Cemal Ezal from Change Please—a social enterprise that provides homeless people with the skills, equipment and support to become baristas—on the life-changing virtues of ‘patient employment’
The numbers are staggering: 320,000 recorded homeless. More than 4,000 people sleeping rough each night. But you don’t need statistics, if you live in London, to see that rough sleeping has doubled since 2010. You just need to walk five minutes down a busy street.
To say this is unacceptable is a gross understatement. It is an outrage—one which, in 2015, Cemal Ezel decided he could no longer ignore. He set up Old Spike Roastery in Peckham and, some months later, Change Please: bright, brilliantly coloured mobile coffee carts staffed by homeless people-turned-baristas. He provided training, therapy, financial advice and a step onto the rental market. Most importantly of all, he provided what he calls ‘patient employment’: a job in which those who had spent months, perhaps years on the streets, often as a result of great trauma, could build their confidence, make mistakes, and learn.
“I think the main thing for us is that we offer a ‘job-first’ model. It is purely focused on giving people the ability to be self-dependent, as opposed to reliant on hand outs or donations.” One of the most important aspects of this is the living wage: “If you can pay the living wage of the city—so in London, that’s the London living wage—that person can rent, eat and determine their own future.” The old adage “teach a man to fish” could be described as Cemal’s founding principle: “With £3,000 we could afford to give 300 people sleeping bags. The same amount of money will help less people with our initiative, but the impact will be far bigger.”
Hopes and talents
The end-goal, he says, is to enable them to seek employment elsewhere, “so they are no longer dependent on us,” he explains. Some of their staff go on to be baristas or roasters—but they also have alumni working in graphic design or marketing. “We try to understand what their hopes are, recognise what their talents are, and work with them,” says Cemal. One man might struggle with brew times, but produce a beautiful blackboard. “We have had some great artists. We’ve had people go on to set up their own coffee carts,” says Cemal proudly. Their current head roaster, Sebastian, was formerly homeless, and is now responsible for training, roasting and quality assurance of the beans.
Change Please breaks the cycle of poverty not just by giving its employees money and shelter but by giving them a life; a helping hand “out of poverty and into society”. They have to work for it, Cemal continues: “Our criteria aren’t hard and fast, but we do need people to be in the right head space for employment, who want to help themselves. People who are looking to receive money from the council will be begrudging about working,” he says—but their lives will be changed from the moment they are accepted onto the scheme.

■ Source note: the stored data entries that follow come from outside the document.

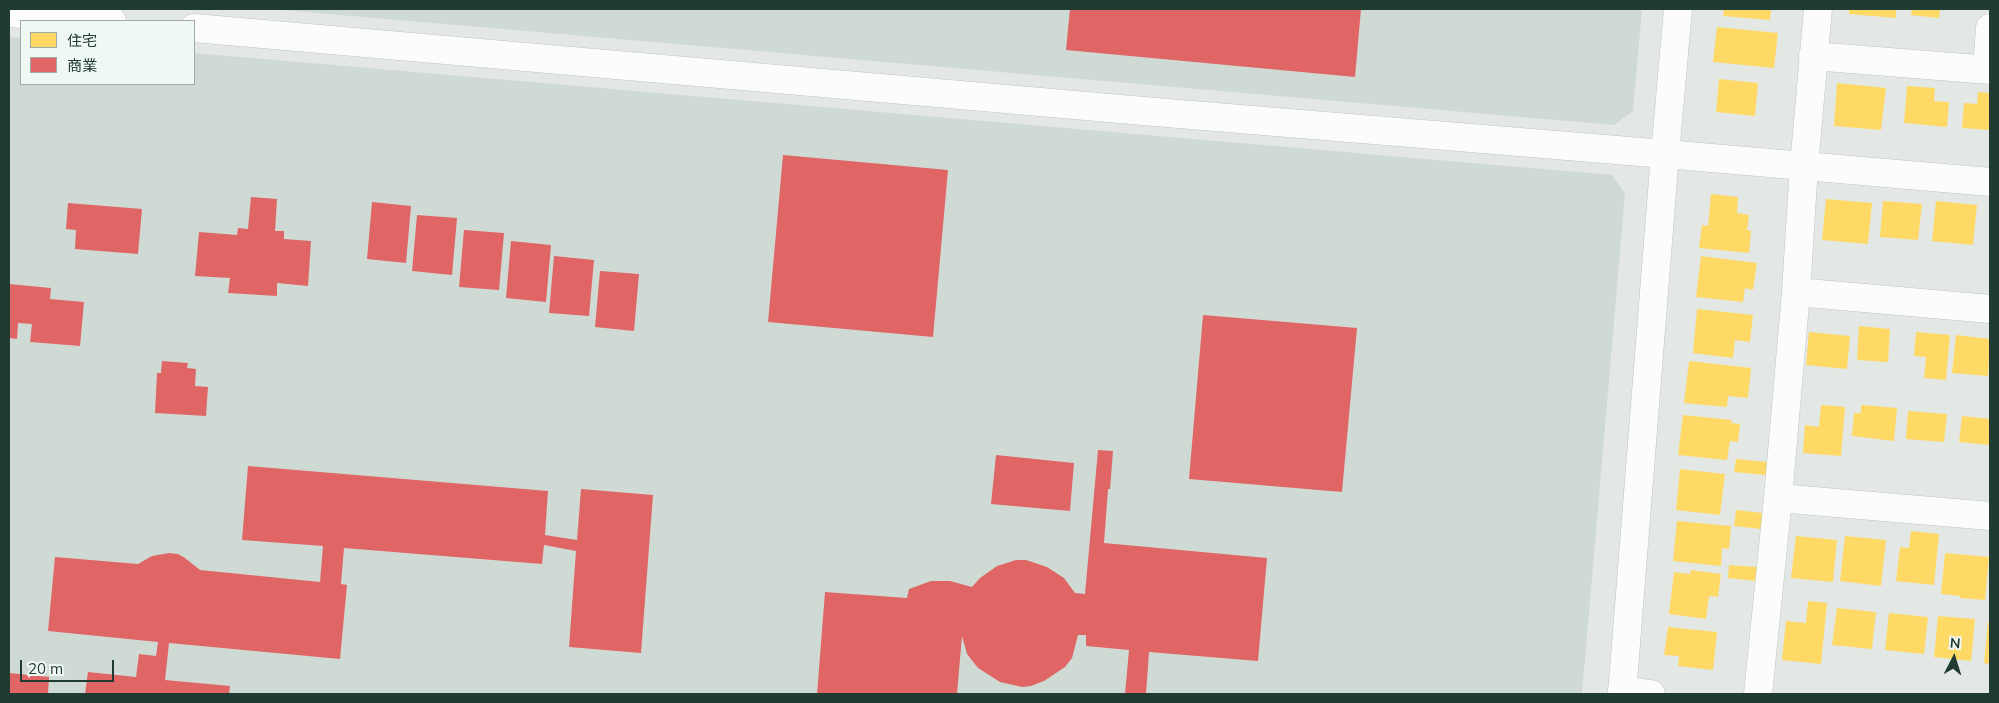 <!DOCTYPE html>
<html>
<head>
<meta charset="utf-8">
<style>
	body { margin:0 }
	#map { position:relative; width:1999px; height:703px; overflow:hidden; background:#e3e8e5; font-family:Mulish,"Noto Sans JP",sans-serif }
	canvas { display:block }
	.frame { position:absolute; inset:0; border:10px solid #203b31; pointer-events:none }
	.legend { position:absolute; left:20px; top:20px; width:175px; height:65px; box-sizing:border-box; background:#f0f8f3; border:1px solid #9daca5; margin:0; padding:6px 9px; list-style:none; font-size:15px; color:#203b31 }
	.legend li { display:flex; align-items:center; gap:10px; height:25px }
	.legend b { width:25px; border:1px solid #9daca5 }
	.north { position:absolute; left:1929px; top:633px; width:50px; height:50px; -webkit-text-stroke:4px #f0f8f3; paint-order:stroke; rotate:5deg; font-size:14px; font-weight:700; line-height:20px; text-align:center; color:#203b31 }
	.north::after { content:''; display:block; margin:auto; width:18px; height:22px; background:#203b31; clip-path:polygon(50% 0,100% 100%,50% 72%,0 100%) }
	.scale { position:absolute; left:20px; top:660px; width:94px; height:22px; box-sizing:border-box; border:2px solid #203b31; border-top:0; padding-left:6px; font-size:15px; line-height:18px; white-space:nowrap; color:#203b31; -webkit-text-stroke:4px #f0f8f3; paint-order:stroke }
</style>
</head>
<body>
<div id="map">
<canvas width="1999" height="703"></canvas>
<div class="frame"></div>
<ul class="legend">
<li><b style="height:14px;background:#ffd966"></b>住宅</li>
<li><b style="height:14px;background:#e06666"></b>商業</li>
</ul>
<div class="north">N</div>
<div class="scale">20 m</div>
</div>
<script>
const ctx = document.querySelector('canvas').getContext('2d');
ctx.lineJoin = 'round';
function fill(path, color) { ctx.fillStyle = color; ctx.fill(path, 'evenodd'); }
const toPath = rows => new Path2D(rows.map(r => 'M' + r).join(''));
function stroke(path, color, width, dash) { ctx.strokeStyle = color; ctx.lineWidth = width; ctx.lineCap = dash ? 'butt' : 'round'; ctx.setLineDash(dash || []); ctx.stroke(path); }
fill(toPath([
	[271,9,1642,9,1633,111,1614,125],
	[9,37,21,38,21,84,194,84,194,53,1612,175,1625,194,1582,694,9,694]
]), '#d0dad4');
fill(toPath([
	[1724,9,1771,9,1770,20,1723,16],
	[1849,9,1896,9,1896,18,1849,14],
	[1912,9,1940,9,1939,18,1911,15],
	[1717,27,1778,33,1774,68,1713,62],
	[1719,79,1758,83,1755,116,1716,112],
	[1837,83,1886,88,1881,130,1834,126],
	[1907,86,1935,88,1934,101,1949,102,1947,127,1904,123],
	[1978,92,1990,93,1990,130,1962,128,1964,103,1977,104],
	[1711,194,1738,197,1737,213,1749,215,1747,230,1751,231,1749,253,1699,248,1702,225,1708,226],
	[1826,199,1872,203,1868,244,1822,240],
	[1883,201,1922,204,1918,240,1880,237],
	[1936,201,1977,205,1973,245,1932,241],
	[1701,256,1757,263,1753,290,1745,288,1743,302,1696,297],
	[1697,309,1753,315,1750,342,1735,340,1733,358,1693,353],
	[1859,326,1890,329,1888,362,1857,360],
	[1809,332,1850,336,1847,369,1806,365],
	[1916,332,1950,335,1946,380,1924,378,1926,357,1914,356],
	[1956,335,1990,339,1988,376,1952,373],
	[1689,361,1751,368,1748,398,1728,396,1727,407,1684,403],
	[1821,405,1845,407,1841,456,1803,453,1805,425,1819,427],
	[1861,405,1897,408,1894,441,1852,436,1854,413,1861,413],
	[1908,411,1947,414,1944,442,1906,439],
	[1683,415,1732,420,1731,423,1740,424,1738,442,1730,441,1727,460,1678,455],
	[1962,416,1990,419,1990,445,1959,442],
	[1736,459,1767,462,1766,475,1734,472],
	[1680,469,1725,474,1720,515,1676,510],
	[1736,510,1762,513,1761,529,1734,526],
	[1677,521,1731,526,1729,549,1722,548,1721,566,1673,561],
	[1911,531,1939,534,1934,585,1896,581,1900,547,1909,548],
	[1796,536,1837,540,1833,582,1791,578],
	[1845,536,1886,540,1881,586,1840,581],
	[1945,553,1989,557,1985,600,1960,598,1960,596,1941,594],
	[1729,565,1757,567,1756,581,1728,578],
	[1691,570,1721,574,1718,597,1709,596,1706,619,1669,614,1674,572,1690,574],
	[1808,601,1827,603,1821,664,1782,660,1786,621,1806,623],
	[1837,608,1876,612,1872,649,1832,645],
	[1889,613,1928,617,1924,654,1885,650],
	[1938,616,1975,619,1971,661,1934,657],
	[1988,622,1990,622,1990,664,1984,663],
	[1668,627,1717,632,1713,670,1678,666,1679,656,1664,655]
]), '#ffd966');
fill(toPath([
	[1070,9,1361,9,1355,77,1066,50],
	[783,155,948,170,933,337,768,322],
	[251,197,277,199,275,231,284,231,284,239,311,241,308,286,277,283,277,296,228,293,230,278,195,276,199,232,237,235,238,228,248,229],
	[372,202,411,206,406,263,367,259],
	[68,203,142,209,138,254,75,249,76,230,66,229],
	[417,215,457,218,452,275,412,271],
	[464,230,504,233,499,290,459,287],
	[511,241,551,245,546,302,506,298],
	[554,256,594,260,589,316,549,313],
	[600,271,639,274,634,331,595,327],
	[9,284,51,288,50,299,84,302,80,346,30,342,32,324,18,323,17,339,9,338],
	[1203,315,1357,328,1342,492,1189,479],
	[162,361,188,363,187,368,196,369,195,386,208,387,206,416,155,413,157,373,161,373],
	[1098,450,1113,451,1110,489,1108,489,1104,543,1267,558,1258,661,1149,652,1146,694,1125,694,1129,650,1086,646,1086,635,1078,635,1072,658,1065,667,1044,681,1031,686,1022,687,1000,682,978,668,967,654,962,636,957,694,817,694,825,592,907,598,909,589,931,581,950,581,972,587,980,578,997,566,1016,560,1026,560,1047,567,1064,578,1075,593,1085,594],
	[996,455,1074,463,1070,511,991,504],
	[248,466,548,491,545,535,577,540,581,489,653,495,641,653,569,647,576,551,544,545,542,564,344,548,341,584,347,585,340,659,169,643,165,680,230,686,229,694,85,694,88,672,136,677,139,654,156,656,158,642,48,631,55,557,138,564,152,556,169,553,178,554,185,558,200,570,320,582,323,546,242,540],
	[9,673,49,677,48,694,9,694]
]), '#e06666');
const minor = toPath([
	[9,13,112,21],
	[194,28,1143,111,1665,154,1678,9],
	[1813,56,1990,70],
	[1987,69,1990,28],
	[1796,292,1990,309],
	[1778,498,1990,516],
	[1622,690,1651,694],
	[1622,694,1665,154,1990,182],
	[1758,694,1778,498,1796,292,1804,166,1818,9]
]);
stroke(minor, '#c0c5c2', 29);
stroke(minor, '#fbfcfb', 28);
</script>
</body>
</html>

Change Please pays a deposit on housing—a deposit being one of the key barriers to the homeless getting back onto the rental ladder in the first place. They underwrite the rent and spend the next six months paying it direct to the landlord by deducting it from their employee’s pay. They then transfer responsibility for rent payments to the tenant, and within another six months he or she has a reference and credit history: the golden ticket to loans, jobs, future rental and phone contracts, and all the other qualifications demanded by the 21st century. Equipped for the outside world, they are encouraged to apply for other employment, beyond Change Please. The cycle is broken, and the work of Change Please is complete.
The potential of Change Please is enormous: the average Londoner treats themselves to two cups of coffee every single day, and by 2020 the number of UK coffee outlets is set to hit 21,000. Yet Change Please is powerless without clients, customers and partners like Borough Market, who champion not just the social aspect of the business, but the quality of their coffee. “Being somewhere like Borough Market is so important, because it’s all about quality and provenance here. You can’t sell here without a minimum standard.”
Customers care about the homeless and social enterprise, of course, but when you’re downing two coffees a day, quality and pricing will always be your priority. “The biggest problem we have is customers assuming the quality of our coffee is compromised because it’s a social enterprise. There’s a deep suspicion of social ventures.” They could not be further from the truth, Cemal argues, pointing to their numerous contracts and awards, granted purely on the basis of quality. “We are actually overcompensating because of this stigma, ensuring our branding focuses less on the social side, and more on the quality of the product we are trying to sell”—that is, single-estate, directly traded coffee, hand roasted by beneficiaries who are trained and mentored day-to-day by fully qualified coffee industry professionals.
We don’t need to taste the coffee at Change Please to know it’s a good one. We can sense it: the aroma, the sound of laughter and the warm feeling of hope which emanates from the stall.